GIVEN INFORMATION -
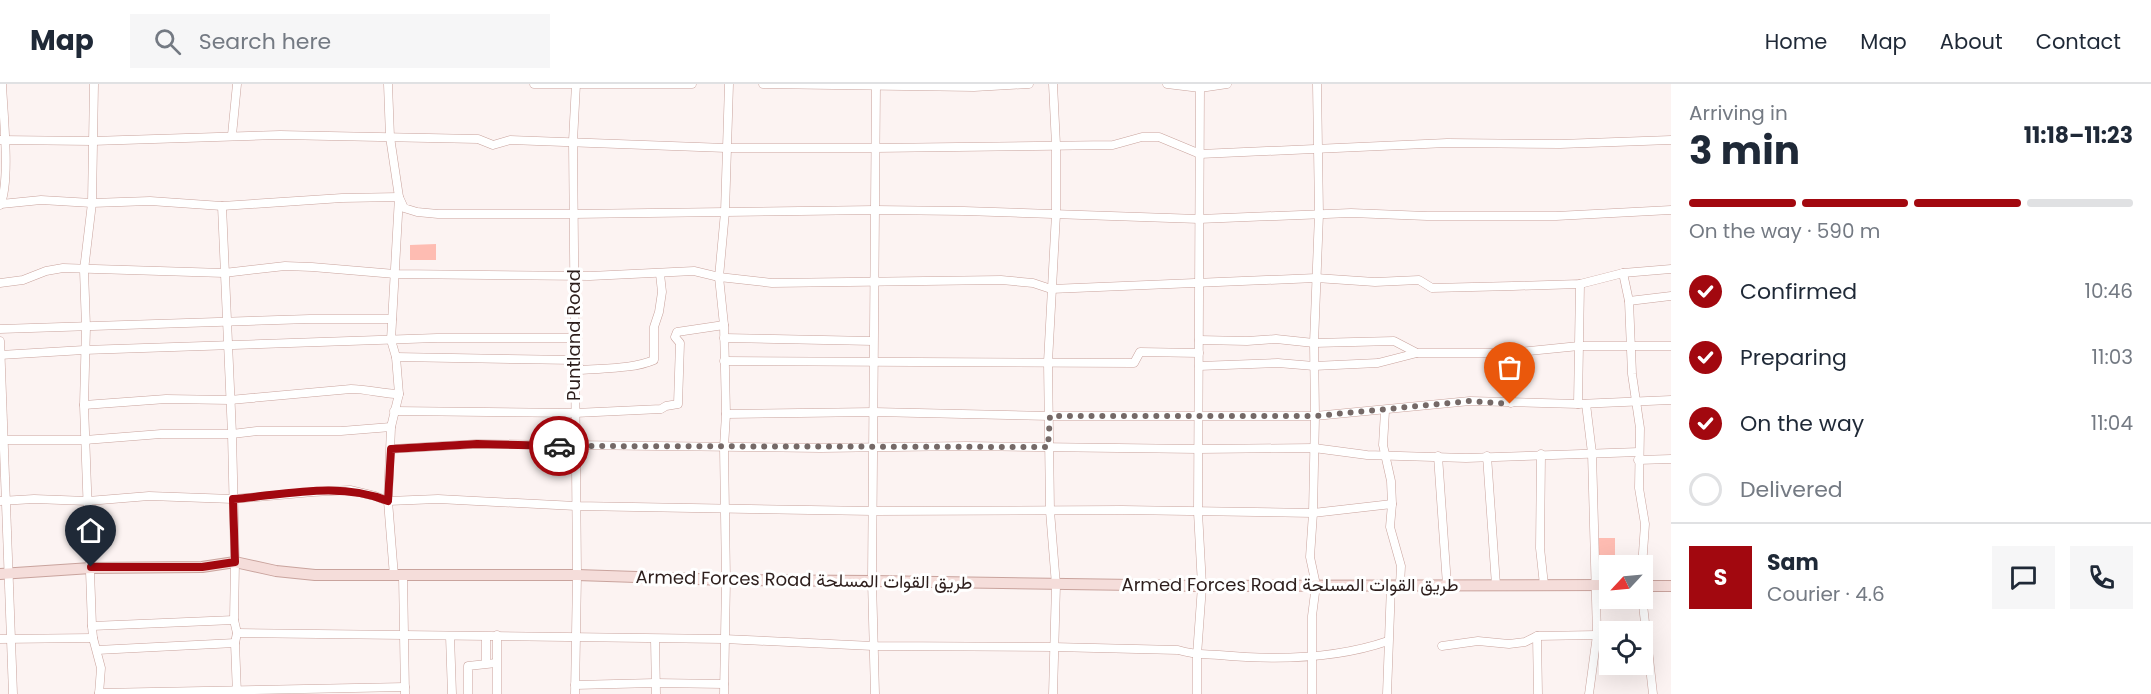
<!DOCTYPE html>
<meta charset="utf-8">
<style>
:root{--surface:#fff;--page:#f6f6f7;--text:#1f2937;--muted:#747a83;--line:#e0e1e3;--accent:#a2080f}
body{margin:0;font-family:Poppins,Vazirmatn,sans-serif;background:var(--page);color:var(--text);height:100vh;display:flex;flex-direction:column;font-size:22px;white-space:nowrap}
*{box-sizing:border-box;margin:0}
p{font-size:20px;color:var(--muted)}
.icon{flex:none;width:33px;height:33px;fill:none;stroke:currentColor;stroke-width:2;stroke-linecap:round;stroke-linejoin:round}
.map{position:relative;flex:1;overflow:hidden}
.drawer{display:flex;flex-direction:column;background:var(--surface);width:480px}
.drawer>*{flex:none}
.needle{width:39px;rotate:244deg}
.tools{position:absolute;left:1599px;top:471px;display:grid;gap:12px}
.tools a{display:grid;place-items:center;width:54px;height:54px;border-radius:0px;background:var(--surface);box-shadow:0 6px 24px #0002;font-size:30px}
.pin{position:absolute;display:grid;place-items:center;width:51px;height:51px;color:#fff;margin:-62px -26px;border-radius:50% 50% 50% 0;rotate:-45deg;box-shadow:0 0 6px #0007}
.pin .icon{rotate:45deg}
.courier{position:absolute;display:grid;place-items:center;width:60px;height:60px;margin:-30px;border:4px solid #a2080f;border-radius:50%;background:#fff;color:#222;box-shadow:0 2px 8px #0007}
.head em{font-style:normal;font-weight:700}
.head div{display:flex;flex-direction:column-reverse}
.head{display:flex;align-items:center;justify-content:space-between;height:102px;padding:0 18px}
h1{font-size:39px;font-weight:700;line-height:45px}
.bar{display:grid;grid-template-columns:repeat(4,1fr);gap:9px 6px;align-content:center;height:72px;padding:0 18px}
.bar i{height:8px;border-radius:4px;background:var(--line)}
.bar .selected{background:var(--accent)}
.bar p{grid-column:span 4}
.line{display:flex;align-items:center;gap:15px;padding:0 18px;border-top:2px solid var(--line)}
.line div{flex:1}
.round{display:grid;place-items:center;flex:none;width:63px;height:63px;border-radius:0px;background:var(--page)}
ol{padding:0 18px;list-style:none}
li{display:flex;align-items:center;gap:18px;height:66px}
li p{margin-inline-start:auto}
li .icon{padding:6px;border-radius:50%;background:var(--accent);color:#fff;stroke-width:4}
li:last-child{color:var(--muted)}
li i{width:33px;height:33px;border:3px solid var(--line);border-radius:50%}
header{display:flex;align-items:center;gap:36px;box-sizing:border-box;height:84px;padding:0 30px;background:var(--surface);border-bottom:2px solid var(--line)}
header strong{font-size:28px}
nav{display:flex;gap:33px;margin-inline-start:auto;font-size:21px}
.search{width:420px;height:54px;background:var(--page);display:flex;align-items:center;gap:15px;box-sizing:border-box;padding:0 21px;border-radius:0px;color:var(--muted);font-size:22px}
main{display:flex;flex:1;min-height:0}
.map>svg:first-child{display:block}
</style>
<header>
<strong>Map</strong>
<div class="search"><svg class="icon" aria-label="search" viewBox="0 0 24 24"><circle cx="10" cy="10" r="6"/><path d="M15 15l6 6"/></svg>Search here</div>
<nav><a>Home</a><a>Map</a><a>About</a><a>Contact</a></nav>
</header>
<main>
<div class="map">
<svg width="1671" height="610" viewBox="0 0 1671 610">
<rect width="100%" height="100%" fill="#fcf3f2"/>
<g fill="#febcb2">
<polygon points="436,160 436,176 410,176 410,161"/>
<rect x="1597" y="454" width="18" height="24"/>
</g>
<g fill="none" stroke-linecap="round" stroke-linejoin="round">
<defs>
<g id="street">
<polyline points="94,0 92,119 84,186 86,243 84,321 92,542 93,554 101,584 99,610"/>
<polyline points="388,0 390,53 399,113 391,256 396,273 399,310 391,343 388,417 394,492"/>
<polyline points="534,0 692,0"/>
<polyline points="763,0 974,3 1029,0"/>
<polyline points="1053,0 1056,61 1056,130 1048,278 1050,427 1056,501 1053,610"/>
<polyline points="1167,0 1200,4 1227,0"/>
<polyline points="232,51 237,0"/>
<polyline points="0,56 92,57 280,51 478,55 493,61 510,56 726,64 875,64 1113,61 1142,53 1159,53 1200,70 1447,59 1560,60 1671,56"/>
<polyline points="1,120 41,116 92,119 150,117 222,122 342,114 399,113 404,124 417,128 438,130 573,130 875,126 964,127 1199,135 1351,129 1427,132 1556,132 1671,126"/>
<path d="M0,121C11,99 3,27 2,0"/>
<polyline points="222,122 232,350 235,478 234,536 237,549 235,559 237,610"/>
<polyline points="1623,189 1671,185"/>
<polyline points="0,199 23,196 46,187 63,184 224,189 285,182 312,183 395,190 590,192 694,187 719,193 772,199 1001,196 1033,199 1051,205 1316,194 1375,198 1419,196 1432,204 1513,202 1580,200 1623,189 1629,217 1632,290 1640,344 1639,404 1645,440 1642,483"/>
<polyline points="1629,217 1671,212"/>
<polyline points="0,245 310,235 392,235"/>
<polyline points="724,254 873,257"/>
<polyline points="1199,256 1247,257 1276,255 1314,259 1394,257 1417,269 1510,269 1579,262 1671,262"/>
<polyline points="0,257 13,610"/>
<polyline points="1510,269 1511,319"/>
<polyline points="0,271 84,266 437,254 574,254"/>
<path d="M396,273L575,276L581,286C604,284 633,285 654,276V243L659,228L662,208L660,190"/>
<polyline points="724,277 1134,279 1140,268 1199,269"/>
<polyline points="1199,282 1278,279 1314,282 1378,279 1417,269"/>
<polyline points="1578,320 1580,200"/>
<polyline points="1586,320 1592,369 1597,551 1589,610"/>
<path d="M84,321L166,315L230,316L351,305C368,305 382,310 399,310"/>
<polyline points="394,327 575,329 661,325 666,322 678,320 680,259 675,253 677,248 724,241"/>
<polyline points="1385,327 1383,361 1391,397 1392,420 1390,443 1401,482 1400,501"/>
<polyline points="726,330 874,328 1050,332 1315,332 1470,317 1578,320 1671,316"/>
<polyline points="0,356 85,356 161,350 232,350 257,347 341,347 391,343"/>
<polyline points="391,365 476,360 821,364 966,362 1198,365 1314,364 1367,371 1466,374 1639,368"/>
<polyline points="1541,370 1540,464 1544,501"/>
<polyline points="1438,372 1447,501"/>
<polyline points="1487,372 1496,501"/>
<polyline points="1638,376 1671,375"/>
<polyline points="0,417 34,415 88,417 149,412 233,415 313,408 350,406 375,412 388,417 438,415 576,422 873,427 1122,426 1313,429 1392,420"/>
<polyline points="403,491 405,610"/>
<polyline points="1642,512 1653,610"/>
<polyline points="92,542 234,536"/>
<path d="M237,549L724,555L873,562L1053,563L1178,566C1195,571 1202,570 1219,571C1273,576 1336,575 1388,557"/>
<polyline points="450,552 452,610"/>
<polyline points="1537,552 1538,610"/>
<polyline points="486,553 486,579"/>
<polyline points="0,555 93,554"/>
<polyline points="655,555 656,610"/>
<polyline points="1442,562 1478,557 1509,560 1525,558 1537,552 1597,551"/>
<polyline points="97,566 235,559"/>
<polyline points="575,601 655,599 724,600"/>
<polyline points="99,609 405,603"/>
<polyline points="468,610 468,582 496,579"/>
<polyline points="497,610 497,551"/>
<polyline points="575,610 577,491 573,57 576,0"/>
<polyline points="724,610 726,496 724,363 726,330 724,241 719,193 725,128 729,0"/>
<polyline points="875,610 872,497 876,0"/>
<polyline points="1197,610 1197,571 1202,502 1198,428 1200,0"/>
<polyline points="1312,610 1312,532 1316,501 1310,473 1313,429 1315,332 1314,259 1319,130 1317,0"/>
<polyline points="1387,610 1391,501"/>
</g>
<g id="secondary">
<polyline points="0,490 91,484 202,483 235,478 276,487 315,491 577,491 726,496 872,497 1202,502 1610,501"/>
<polyline points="1642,502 1671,502"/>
</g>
</defs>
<use href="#street" stroke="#c9a39d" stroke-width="9"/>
<use href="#secondary" stroke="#c9a39d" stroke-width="12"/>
<use href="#street" stroke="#fff" stroke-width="8"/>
<use href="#secondary" stroke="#f5ddda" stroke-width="10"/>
</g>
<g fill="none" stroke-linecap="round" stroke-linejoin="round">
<polyline stroke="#756967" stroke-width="6" stroke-dasharray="0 10.8" points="559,362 1048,363 1050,332 1315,332 1470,317 1510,320"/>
<path stroke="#a2080f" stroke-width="8" d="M91,483H202L235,478L233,415C284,411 339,397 388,417L391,365L477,360L559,362"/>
</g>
<g text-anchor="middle" stroke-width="6" stroke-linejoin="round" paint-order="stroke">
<g font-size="18" fill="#2d1e1c" stroke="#fff">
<text transform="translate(574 251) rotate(-90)" y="6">Puntland Road</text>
<text transform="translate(804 496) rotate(1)" y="6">Armed Forces Road طريق القوات المسلحة</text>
<text x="1290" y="507">Armed Forces Road طريق القوات المسلحة</text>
</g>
</g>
</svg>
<div class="tools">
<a><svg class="needle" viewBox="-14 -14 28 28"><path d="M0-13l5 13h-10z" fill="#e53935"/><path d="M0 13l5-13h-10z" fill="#747a83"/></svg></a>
<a><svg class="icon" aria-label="locate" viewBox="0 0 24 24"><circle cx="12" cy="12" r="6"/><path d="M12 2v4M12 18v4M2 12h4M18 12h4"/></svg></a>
</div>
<div class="pin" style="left:1510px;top:320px;background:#ea580c"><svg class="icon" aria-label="bag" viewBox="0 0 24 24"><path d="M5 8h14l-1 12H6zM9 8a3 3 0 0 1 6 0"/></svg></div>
<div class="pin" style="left:91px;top:483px;background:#1f2937"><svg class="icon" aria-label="home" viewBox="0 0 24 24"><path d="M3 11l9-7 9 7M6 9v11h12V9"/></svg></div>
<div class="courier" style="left:559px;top:362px"><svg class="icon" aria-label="car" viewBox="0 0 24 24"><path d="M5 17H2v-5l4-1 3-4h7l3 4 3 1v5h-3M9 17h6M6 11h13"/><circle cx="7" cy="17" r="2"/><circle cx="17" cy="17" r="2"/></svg></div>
</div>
<section class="drawer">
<div class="head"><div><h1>3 min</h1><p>Arriving in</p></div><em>11:18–11:23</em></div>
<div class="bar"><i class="selected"></i><i class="selected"></i><i class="selected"></i><i></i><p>On the way · 590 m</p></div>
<ol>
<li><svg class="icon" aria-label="check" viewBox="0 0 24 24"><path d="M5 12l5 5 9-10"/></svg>Confirmed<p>10:46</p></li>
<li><svg class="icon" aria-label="check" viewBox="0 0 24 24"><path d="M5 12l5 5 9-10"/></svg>Preparing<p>11:03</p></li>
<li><svg class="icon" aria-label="check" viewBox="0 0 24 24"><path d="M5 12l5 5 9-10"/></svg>On the way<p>11:04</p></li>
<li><i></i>Delivered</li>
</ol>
<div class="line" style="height:108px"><b class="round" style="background:var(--accent);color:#fff">S</b><div><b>Sam</b><p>Courier · 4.6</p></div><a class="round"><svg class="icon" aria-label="chat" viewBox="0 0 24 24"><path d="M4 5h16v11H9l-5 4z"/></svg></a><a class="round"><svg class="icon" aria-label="phone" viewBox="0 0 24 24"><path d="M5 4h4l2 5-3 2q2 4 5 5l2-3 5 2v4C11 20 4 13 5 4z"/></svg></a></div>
</section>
</main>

TASK INSTRUCTIONS - Filter the records above, keeping each line that contains the word "check".

EXERCISE ANSWER -
<li><svg class="icon" aria-label="check" viewBox="0 0 24 24"><path d="M5 12l5 5 9-10"/></svg>Confirmed<p>10:46</p></li>
<li><svg class="icon" aria-label="check" viewBox="0 0 24 24"><path d="M5 12l5 5 9-10"/></svg>Preparing<p>11:03</p></li>
<li><svg class="icon" aria-label="check" viewBox="0 0 24 24"><path d="M5 12l5 5 9-10"/></svg>On the way<p>11:04</p></li>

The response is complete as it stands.